# [WHAT YOU ARE ASKED TO DO]
Give back an exact copy of the lines below, from the first through the line with "filter:drop-shadow(2px 0 #a9a9a9)"; please stop there.

# [EXCERPTED DATA]

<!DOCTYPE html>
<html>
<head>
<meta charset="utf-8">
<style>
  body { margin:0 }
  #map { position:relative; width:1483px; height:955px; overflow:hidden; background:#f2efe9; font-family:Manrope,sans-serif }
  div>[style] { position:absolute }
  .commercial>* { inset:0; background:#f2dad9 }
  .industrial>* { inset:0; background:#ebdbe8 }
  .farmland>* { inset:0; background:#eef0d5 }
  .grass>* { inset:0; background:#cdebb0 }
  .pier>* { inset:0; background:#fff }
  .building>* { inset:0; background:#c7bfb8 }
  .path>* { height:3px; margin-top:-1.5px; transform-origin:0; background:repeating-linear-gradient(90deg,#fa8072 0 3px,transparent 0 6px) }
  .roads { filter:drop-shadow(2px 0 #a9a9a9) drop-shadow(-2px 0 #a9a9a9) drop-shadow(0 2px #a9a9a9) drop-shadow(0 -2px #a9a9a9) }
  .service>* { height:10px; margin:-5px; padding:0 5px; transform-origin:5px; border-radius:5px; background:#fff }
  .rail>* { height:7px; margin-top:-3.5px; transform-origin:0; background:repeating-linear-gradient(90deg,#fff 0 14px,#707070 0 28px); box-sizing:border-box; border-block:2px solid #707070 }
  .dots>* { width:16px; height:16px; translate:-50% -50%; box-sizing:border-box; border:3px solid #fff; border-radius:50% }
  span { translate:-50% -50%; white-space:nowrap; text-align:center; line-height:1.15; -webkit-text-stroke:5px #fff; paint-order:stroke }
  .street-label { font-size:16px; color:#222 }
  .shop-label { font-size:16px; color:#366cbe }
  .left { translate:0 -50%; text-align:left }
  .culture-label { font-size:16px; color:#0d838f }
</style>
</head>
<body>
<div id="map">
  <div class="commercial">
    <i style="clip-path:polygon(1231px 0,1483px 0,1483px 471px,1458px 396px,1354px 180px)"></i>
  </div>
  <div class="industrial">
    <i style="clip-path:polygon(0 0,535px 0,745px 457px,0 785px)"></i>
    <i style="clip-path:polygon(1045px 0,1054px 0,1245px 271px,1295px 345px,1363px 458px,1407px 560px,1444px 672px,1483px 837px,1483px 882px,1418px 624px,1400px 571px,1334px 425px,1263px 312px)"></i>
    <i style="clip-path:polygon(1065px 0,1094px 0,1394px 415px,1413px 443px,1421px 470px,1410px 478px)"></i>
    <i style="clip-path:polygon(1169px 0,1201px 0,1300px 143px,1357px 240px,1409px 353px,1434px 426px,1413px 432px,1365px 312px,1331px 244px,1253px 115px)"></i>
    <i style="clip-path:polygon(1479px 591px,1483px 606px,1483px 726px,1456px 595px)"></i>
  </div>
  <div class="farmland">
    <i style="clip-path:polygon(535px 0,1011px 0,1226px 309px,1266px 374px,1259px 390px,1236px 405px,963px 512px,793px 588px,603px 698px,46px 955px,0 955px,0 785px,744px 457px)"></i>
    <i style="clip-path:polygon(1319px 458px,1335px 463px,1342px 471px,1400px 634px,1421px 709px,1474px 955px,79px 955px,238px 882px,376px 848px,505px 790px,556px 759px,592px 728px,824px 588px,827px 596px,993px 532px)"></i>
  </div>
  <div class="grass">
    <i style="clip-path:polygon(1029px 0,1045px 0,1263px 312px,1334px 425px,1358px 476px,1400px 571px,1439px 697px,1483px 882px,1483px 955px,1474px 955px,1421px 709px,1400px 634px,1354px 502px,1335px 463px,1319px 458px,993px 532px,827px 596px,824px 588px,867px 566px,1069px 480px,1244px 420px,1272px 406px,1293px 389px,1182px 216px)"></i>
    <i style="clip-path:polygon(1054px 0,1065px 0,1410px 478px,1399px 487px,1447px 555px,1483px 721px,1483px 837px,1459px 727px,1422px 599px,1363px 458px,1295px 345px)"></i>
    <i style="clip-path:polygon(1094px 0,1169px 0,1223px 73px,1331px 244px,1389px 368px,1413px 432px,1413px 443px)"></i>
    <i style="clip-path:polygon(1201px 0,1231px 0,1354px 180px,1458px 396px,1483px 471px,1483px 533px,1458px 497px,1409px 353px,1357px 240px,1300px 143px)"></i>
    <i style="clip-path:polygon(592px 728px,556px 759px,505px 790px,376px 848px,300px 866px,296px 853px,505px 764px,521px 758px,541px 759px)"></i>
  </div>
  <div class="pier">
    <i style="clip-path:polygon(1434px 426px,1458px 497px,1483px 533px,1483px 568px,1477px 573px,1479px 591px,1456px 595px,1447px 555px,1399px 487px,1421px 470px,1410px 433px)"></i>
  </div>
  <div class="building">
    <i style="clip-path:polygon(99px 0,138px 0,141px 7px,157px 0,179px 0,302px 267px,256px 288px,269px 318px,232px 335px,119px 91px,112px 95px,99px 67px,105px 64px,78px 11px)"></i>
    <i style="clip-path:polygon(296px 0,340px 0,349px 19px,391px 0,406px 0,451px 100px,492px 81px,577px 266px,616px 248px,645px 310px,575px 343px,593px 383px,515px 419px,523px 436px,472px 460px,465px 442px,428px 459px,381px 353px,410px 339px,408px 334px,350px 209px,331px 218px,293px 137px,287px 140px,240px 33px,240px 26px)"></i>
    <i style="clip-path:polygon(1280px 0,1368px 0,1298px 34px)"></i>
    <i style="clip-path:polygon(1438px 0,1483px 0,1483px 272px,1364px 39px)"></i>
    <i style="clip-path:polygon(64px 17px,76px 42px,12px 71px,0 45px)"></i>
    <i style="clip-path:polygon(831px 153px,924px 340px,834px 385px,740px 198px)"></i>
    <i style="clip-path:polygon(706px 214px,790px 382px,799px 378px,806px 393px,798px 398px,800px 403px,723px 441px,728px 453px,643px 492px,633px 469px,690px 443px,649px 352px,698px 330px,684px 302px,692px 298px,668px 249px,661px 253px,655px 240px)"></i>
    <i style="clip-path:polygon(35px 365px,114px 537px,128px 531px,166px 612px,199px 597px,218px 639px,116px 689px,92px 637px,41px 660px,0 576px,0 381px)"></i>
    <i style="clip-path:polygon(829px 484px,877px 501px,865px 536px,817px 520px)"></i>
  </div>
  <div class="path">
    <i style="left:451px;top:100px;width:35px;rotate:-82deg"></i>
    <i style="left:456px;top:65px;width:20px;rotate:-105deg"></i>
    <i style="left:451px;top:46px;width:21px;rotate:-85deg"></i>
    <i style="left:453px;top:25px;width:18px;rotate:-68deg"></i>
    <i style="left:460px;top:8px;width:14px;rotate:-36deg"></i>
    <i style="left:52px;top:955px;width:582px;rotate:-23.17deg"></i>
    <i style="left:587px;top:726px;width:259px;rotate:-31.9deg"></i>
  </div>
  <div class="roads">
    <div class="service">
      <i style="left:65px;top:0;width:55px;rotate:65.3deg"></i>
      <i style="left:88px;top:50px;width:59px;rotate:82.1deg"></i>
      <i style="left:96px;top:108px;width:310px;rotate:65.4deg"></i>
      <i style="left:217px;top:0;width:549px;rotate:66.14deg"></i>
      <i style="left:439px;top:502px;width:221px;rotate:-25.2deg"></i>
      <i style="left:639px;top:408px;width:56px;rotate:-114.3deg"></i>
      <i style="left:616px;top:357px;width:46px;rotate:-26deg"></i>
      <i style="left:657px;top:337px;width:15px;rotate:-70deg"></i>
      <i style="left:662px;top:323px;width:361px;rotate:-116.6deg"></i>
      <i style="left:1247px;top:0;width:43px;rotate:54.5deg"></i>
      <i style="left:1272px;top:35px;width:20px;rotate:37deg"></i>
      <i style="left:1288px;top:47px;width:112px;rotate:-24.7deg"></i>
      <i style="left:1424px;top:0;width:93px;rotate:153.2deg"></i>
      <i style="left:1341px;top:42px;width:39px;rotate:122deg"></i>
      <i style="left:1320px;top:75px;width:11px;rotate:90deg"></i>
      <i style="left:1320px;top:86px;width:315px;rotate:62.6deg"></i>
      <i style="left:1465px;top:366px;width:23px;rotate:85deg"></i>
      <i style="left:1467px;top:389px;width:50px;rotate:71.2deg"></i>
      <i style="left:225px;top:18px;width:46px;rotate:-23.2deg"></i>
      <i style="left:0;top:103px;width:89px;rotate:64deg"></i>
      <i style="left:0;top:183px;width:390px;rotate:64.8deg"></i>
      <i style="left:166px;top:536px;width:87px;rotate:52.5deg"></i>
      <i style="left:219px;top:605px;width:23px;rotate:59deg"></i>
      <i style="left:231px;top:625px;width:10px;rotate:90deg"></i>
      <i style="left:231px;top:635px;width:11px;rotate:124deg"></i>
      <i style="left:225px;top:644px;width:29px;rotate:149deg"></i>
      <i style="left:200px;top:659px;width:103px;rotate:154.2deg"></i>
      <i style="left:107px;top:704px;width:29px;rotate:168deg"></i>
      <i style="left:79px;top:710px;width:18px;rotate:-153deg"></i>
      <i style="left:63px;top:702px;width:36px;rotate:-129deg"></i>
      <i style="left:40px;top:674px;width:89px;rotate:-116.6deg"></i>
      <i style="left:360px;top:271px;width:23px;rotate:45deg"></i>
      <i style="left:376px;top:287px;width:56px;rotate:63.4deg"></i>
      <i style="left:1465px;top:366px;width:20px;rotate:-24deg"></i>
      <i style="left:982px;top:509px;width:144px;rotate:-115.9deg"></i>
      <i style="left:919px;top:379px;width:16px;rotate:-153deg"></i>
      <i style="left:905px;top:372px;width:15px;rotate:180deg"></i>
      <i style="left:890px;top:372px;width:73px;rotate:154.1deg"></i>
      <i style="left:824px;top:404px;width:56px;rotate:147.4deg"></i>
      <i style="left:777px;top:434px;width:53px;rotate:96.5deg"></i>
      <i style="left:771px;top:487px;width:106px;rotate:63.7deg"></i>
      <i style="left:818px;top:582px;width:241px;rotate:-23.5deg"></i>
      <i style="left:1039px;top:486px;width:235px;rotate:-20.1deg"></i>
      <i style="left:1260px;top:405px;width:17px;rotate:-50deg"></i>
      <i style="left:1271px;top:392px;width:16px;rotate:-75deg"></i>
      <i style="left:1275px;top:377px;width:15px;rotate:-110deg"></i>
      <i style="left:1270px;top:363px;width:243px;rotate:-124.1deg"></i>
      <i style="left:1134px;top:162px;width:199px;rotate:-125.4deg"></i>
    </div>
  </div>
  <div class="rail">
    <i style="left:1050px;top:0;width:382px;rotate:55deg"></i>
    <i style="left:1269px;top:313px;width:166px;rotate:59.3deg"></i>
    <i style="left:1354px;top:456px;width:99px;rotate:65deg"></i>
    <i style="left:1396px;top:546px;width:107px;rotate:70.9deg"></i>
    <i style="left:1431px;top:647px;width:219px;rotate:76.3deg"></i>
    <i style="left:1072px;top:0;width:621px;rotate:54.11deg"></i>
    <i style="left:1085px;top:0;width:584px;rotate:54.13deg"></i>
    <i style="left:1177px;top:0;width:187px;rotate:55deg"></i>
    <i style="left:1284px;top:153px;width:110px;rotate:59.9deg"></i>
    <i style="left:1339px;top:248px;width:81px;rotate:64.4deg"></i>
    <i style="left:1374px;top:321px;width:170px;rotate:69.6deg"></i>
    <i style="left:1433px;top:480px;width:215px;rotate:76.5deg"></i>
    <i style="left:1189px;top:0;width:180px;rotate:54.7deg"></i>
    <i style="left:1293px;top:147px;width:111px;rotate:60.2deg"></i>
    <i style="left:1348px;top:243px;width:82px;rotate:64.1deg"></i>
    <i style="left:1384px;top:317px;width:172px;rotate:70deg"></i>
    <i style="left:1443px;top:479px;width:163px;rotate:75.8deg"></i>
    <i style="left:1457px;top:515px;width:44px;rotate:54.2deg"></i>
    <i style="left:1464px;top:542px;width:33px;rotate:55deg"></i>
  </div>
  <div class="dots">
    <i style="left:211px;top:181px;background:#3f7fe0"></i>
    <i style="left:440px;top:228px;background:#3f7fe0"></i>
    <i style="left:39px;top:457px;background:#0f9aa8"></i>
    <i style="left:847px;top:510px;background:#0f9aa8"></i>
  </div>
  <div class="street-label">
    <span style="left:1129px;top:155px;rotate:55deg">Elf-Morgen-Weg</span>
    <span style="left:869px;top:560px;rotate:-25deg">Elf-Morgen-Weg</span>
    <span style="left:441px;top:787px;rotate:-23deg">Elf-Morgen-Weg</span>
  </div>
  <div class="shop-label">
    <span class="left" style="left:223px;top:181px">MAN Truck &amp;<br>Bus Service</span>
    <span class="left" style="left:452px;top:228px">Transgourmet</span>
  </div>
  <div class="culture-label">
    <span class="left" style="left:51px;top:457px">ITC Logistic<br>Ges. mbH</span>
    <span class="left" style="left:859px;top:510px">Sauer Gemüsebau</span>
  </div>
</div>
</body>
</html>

# [PROBLEM SOLUTION]
<!DOCTYPE html>
<html>
<head>
<meta charset="utf-8">
<style>
  body { margin:0 }
  #map { position:relative; width:1483px; height:955px; overflow:hidden; background:#f2efe9; font-family:Manrope,sans-serif }
  div>[style] { position:absolute }
  .commercial>* { inset:0; background:#f2dad9 }
  .industrial>* { inset:0; background:#ebdbe8 }
  .farmland>* { inset:0; background:#eef0d5 }
  .grass>* { inset:0; background:#cdebb0 }
  .pier>* { inset:0; background:#fff }
  .building>* { inset:0; background:#c7bfb8 }
  .path>* { height:3px; margin-top:-1.5px; transform-origin:0; background:repeating-linear-gradient(90deg,#fa8072 0 3px,transparent 0 6px) }
  .roads { filter:drop-shadow(2px 0 #a9a9a9) drop-shadow(-2px 0 #a9a9a9) drop-shadow(0 2px #a9a9a9) drop-shadow(0 -2px #a9a9a9) }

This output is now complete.